Anti-PD1-treated mice were protected from the onset of LN, with significantly improved survival. Anti-PD1 treatment promoted the activity of suppressive CD8+ T cells, which protected from the disease. The administration of an anti-PD1 antibody to BWF 1 mice after induction of tolerance with the tolerogenic peptide pCons abrogated tolerance, thus suggesting that tightly regulated PD1 expression is essential for the maintenance of immune tolerance.[15,16] Conversely, blocking PD-L1 using a specific antibody increased the number of CD4+PD1+ T cells in the kidney, accelerating local inflammation and enhanced serum IFN-γ, IL-10 and IgG2a dsDNA antibody levels, with an increase in mortality rate.[16]

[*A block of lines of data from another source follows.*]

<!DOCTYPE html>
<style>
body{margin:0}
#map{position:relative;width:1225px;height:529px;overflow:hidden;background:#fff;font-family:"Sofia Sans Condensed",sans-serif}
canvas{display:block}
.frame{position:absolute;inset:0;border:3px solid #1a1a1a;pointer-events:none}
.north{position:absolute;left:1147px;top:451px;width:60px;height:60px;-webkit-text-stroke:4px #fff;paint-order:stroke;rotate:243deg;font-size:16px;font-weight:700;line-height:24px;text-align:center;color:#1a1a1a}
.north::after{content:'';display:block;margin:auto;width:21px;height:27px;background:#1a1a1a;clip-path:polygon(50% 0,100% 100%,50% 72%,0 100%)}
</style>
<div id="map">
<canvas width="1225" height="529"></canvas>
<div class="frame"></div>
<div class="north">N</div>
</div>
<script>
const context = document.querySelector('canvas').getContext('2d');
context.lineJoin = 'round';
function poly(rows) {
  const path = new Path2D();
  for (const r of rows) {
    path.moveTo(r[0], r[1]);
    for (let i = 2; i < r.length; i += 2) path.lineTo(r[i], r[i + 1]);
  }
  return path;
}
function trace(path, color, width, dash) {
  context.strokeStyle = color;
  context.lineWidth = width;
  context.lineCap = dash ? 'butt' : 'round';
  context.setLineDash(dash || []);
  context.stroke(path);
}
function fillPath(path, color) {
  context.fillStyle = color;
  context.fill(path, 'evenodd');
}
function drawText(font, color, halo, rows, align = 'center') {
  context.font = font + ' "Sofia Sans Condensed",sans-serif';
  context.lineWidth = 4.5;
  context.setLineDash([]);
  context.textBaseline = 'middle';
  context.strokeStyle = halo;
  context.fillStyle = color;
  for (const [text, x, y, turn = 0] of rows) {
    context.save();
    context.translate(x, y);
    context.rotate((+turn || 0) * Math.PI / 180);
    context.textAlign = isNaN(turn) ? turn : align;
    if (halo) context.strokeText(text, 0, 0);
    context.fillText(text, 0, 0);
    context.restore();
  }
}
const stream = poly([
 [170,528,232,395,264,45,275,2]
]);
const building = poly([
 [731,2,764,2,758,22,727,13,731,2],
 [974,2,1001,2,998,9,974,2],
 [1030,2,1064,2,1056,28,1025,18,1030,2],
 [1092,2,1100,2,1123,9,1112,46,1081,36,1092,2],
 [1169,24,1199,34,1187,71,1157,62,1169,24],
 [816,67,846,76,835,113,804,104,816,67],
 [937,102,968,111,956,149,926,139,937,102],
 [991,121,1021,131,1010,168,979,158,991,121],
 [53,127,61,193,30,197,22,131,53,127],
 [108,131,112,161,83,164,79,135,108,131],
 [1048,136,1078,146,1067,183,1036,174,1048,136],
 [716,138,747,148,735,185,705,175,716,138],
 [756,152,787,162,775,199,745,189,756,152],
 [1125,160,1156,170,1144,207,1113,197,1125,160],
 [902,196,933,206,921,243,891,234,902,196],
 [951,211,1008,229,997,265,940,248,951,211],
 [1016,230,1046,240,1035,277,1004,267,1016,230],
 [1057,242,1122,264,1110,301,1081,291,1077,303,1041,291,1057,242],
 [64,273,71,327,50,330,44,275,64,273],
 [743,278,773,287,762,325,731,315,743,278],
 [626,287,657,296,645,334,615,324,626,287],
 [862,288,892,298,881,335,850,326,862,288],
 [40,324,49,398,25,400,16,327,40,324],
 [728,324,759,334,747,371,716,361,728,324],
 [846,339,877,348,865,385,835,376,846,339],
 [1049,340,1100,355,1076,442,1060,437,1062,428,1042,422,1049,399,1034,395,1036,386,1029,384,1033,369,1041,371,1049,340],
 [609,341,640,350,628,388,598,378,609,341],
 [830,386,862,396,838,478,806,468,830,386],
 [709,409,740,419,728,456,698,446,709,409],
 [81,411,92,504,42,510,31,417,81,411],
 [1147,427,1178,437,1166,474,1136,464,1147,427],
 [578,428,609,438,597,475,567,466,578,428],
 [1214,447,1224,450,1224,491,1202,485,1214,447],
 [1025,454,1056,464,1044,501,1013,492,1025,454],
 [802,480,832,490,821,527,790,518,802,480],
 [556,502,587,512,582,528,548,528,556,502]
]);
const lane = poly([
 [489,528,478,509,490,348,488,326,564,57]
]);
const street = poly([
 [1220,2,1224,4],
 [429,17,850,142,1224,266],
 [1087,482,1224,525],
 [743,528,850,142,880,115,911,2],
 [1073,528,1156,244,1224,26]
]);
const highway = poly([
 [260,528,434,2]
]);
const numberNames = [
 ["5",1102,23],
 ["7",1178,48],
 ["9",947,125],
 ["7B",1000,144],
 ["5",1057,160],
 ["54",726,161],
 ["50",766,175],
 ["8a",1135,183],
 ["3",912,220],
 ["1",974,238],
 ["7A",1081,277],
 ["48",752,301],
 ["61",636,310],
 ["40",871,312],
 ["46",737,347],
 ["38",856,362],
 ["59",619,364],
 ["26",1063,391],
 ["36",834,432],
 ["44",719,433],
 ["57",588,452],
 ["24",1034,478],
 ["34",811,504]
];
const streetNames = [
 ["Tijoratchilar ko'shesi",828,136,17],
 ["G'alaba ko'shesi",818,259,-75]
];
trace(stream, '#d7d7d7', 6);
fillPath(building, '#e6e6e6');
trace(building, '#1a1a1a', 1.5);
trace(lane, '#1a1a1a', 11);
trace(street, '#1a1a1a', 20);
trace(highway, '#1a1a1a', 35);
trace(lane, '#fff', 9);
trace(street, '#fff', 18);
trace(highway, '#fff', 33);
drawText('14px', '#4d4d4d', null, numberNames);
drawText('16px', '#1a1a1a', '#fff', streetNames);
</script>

Inducible T-cell costimulator (ICOS) is a member of the CD28 family of costimulatory molecules induced on T cells after activation, which regulates T-cell-dependent humoral immune responses.[17] Its ligand, ICOSL is constitutively expressed on B cells and inducible on monocytes and DCs at low levels.[18] Blocking the interaction between ICOS and its ligand has been beneficial for the treatment of LN in NZB/W F1 mice.[19] The combination blockade of PD1 and ICOS pathways dramatically delayed the onset of proteinuria, effectively inhibited IgG autoantibody production and significantly reduced hypercellularity and deposition of IgG in glomeruli, resulting in amelioration of LN.[20]
Immunotherapy. 2013;5(10):1089-1101. © 2013 Future Medicine Ltd.